Some of the most difficult pieces of correspondence that I get at the moment come from grandparents who are desperate to see and hold their grandchildren. Given that we are moving into a new phase, with mass testing, will the minister consider introducing a scheme that uses a combination of testing and voluntary self-isolation to enable family members safely to visit older relatives in self-isolation? Does she recognise that such a scheme would give much-needed help to some of our older residents right now?
I think that we all recognise just how difficult not being able to access parents or grandparents is—for all of us—and that it is particularly difficult for people who are shielding or who are over 70 and cannot access their grandchildren, which is absolutely heartbreaking. I have heard tales of people who have had a grandchild born during lockdown who they have not been able to see or hold as they would normally do. I have every sympathy for those people—and I think that we are all going through a difficult time in not being able to hug our parents.

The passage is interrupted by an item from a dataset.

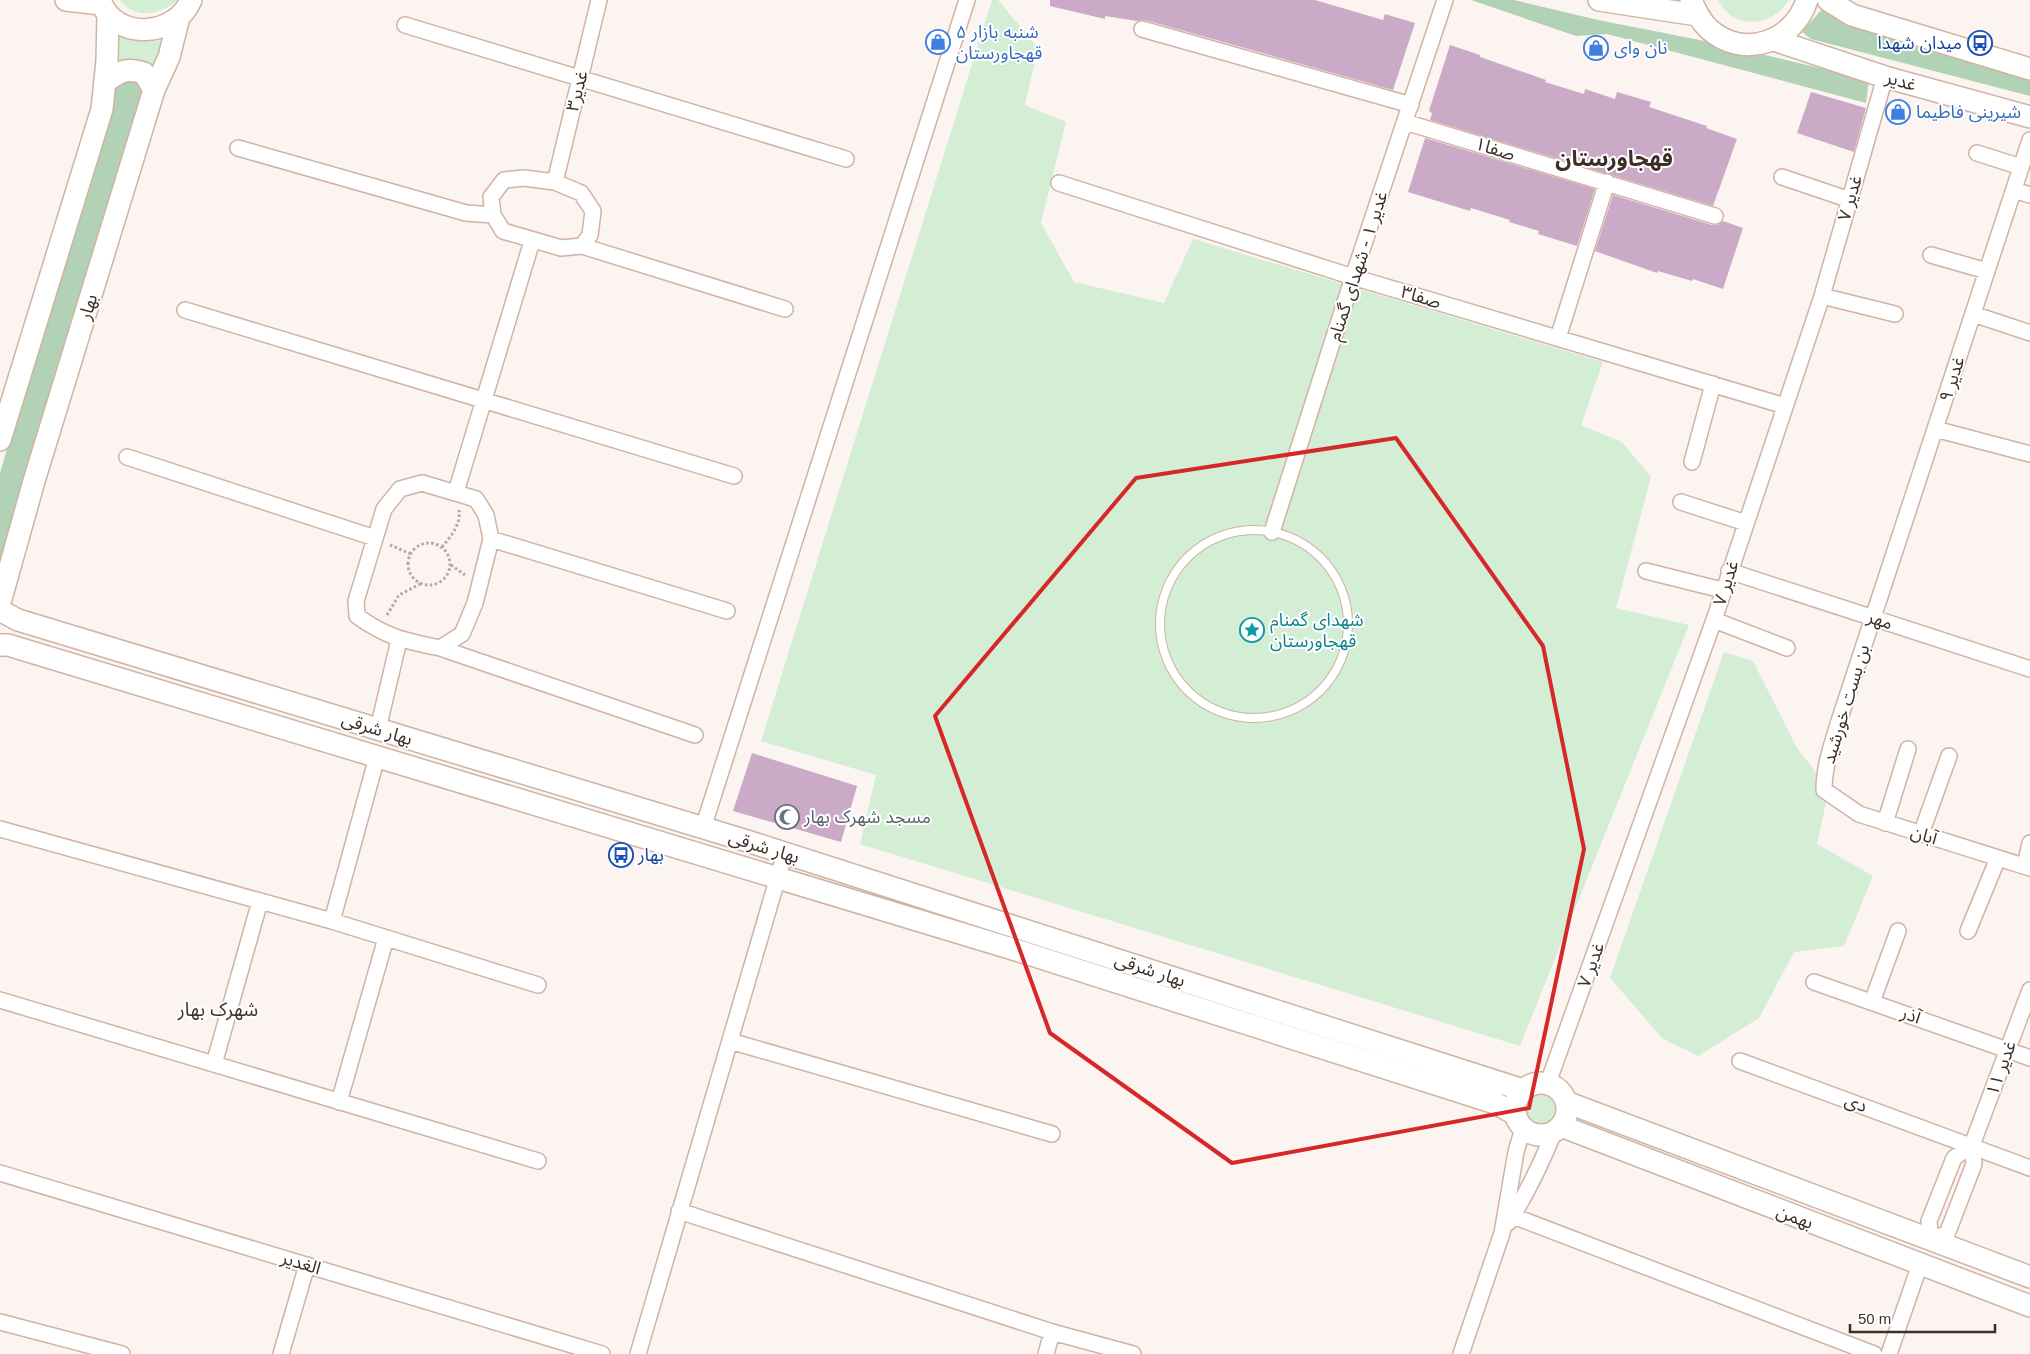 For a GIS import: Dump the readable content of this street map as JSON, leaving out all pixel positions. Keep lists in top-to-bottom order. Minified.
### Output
{"streets":{"street":["غدیر","غدیر۳","صفا۱","غدیر ۷","غدیر ۱ - شهدای گمنام","صفا۳","بهار","غدیر ۹","مهر","بن بست خورشید","بهار شرقی","آبان","آذر","غدیر ۱۱","دی","بهمن","الغدیر"]},"crossings":[["غدیر","غدیر ۷"],["صفا۱","غدیر ۱ - شهدای گمنام"],["غدیر ۷","صفا۳"],["غدیر ۷","مهر"],["غدیر ۷","بهار شرقی"],["غدیر ۷","بهمن"],["غدیر ۱ - شهدای گمنام","صفا۳"],["بهار","بهار شرقی"],["غدیر ۹","مهر"],["غدیر ۹","بن بست خورشید"],["مهر","بن بست خورشید"],["بن بست خورشید","آبان"],["بهار شرقی","بهمن"],["آذر","غدیر ۱۱"],["غدیر ۱۱","دی"]],"districts":["قهجاورستان","شهرک بهار"],"places":{"shop":["۵ شنبه بازار قهجاورستان","نان وای","شیرینی فاطیما"],"bus stop":["میدان شهدا","بهار"],"place":["شهدای گمنام قهجاورستان"],"mosque":["مسجد شهرک بهار"]},"scale_bar":"50 m"}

The member makes an interesting proposition, and I am sure that all the science will be explored in that regard. We need to be careful and cautious in how we move forward; we have made a lot of gains in reducing the spread of the virus and we need to be careful not to lose them. We need to proceed with caution.

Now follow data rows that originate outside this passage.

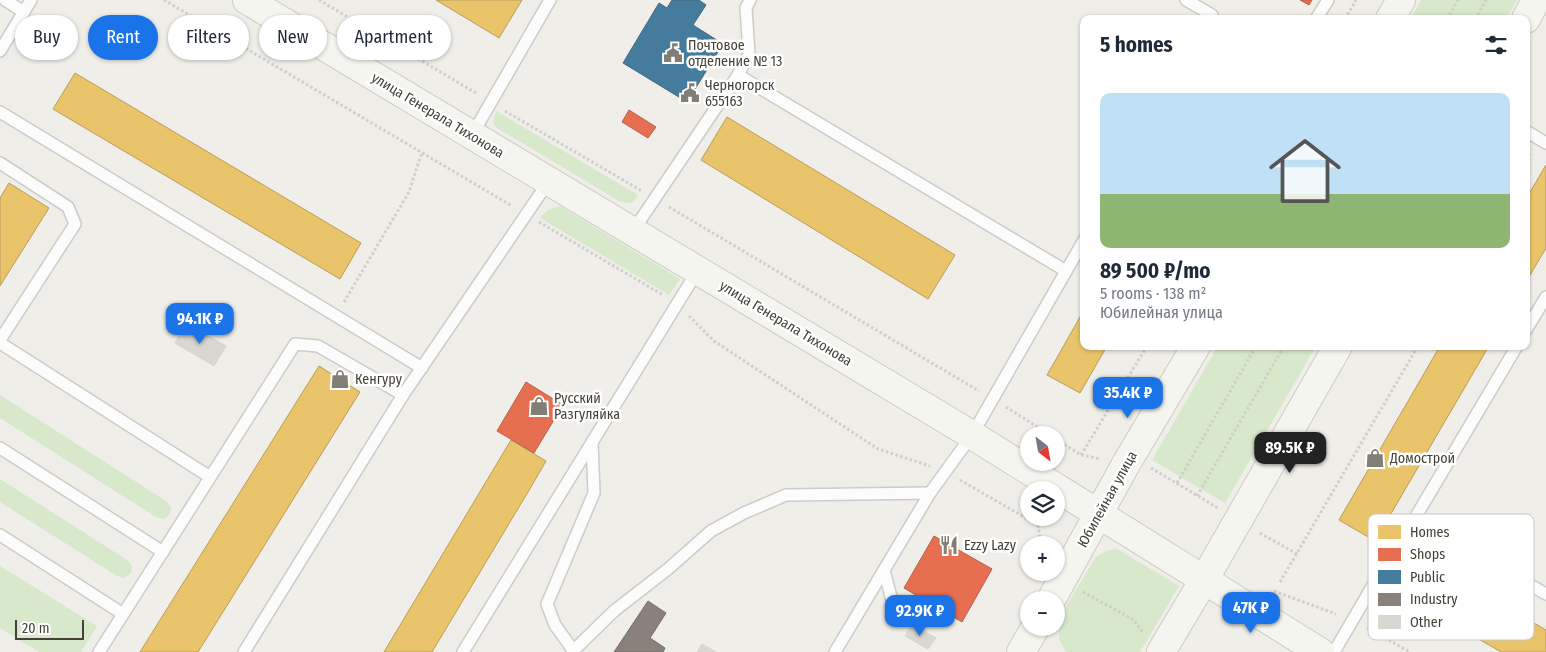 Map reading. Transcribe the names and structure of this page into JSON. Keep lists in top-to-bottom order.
{
  "streets": {
    "main road": ["улица Генерала Тихонова", "Юбилейная улица"]
  },
  "crossings": [
    ["улица Генерала Тихонова", "Юбилейная улица"]
  ],
  "places": {
    "public building": ["Почтовое отделение № 13", "Черногорск 655163"],
    "shop": ["Кенгуру", "Русский Разгуляйка", "Домострой"],
    "restaurant": ["Ezzy Lazy"]
  },
  "legend": [
    "Homes",
    "Shops",
    "Public",
    "Industry",
    "Other"
  ],
  "scale_bar": "20 m",
  "north": "bottom right",
  "page": {
    "chip": [
      "Buy",
      "Rent",
      "Filters",
      "New",
      "Apartment"
    ],
    "heading": "5 homes",
    "list": [
      {
        "name": "89 500 ₽/mo",
        "note": "5 rooms · 138 m² · Юбилейная улица"
      }
    ],
    "price": [
      "94.1K ₽",
      "35.4K ₽",
      "89.5K ₽",
      "47K ₽",
      "92.9K ₽"
    ],
    "map_buttons": ["+", "−"],
    "scale": "20 m"
  }
}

Lockdown can work only if everyone accepts its parameters. David Blunkett, the former Home Secretary, is leading a petition that calls for healthy older people to be treated in the same way as everyone else is treated when lockdown ends. What incentive is there for someone in their late 70s who is in good health to comply with lockdown long after everyone else has stopped doing so, if they feel that they have only a few years of life left and want to make the most of them? Surely such people should be given the same consideration as is given to any other healthy person of any age.
I refer Mr Gibson to part of my answer to Monica Lennon. We know that people in that age group are much more at risk, we know that the mortality rate is higher in that group, and we know that the measures that are currently in place are helping us to tackle the pandemic.
We are all responsible for our own actions, but we all need to follow the guidance, which is led by the science. I would caution anyone against going against that guidance. We all need to follow the Government’s guidance: to socially isolate, stay at home, not mix with other households, and wash our hands frequently.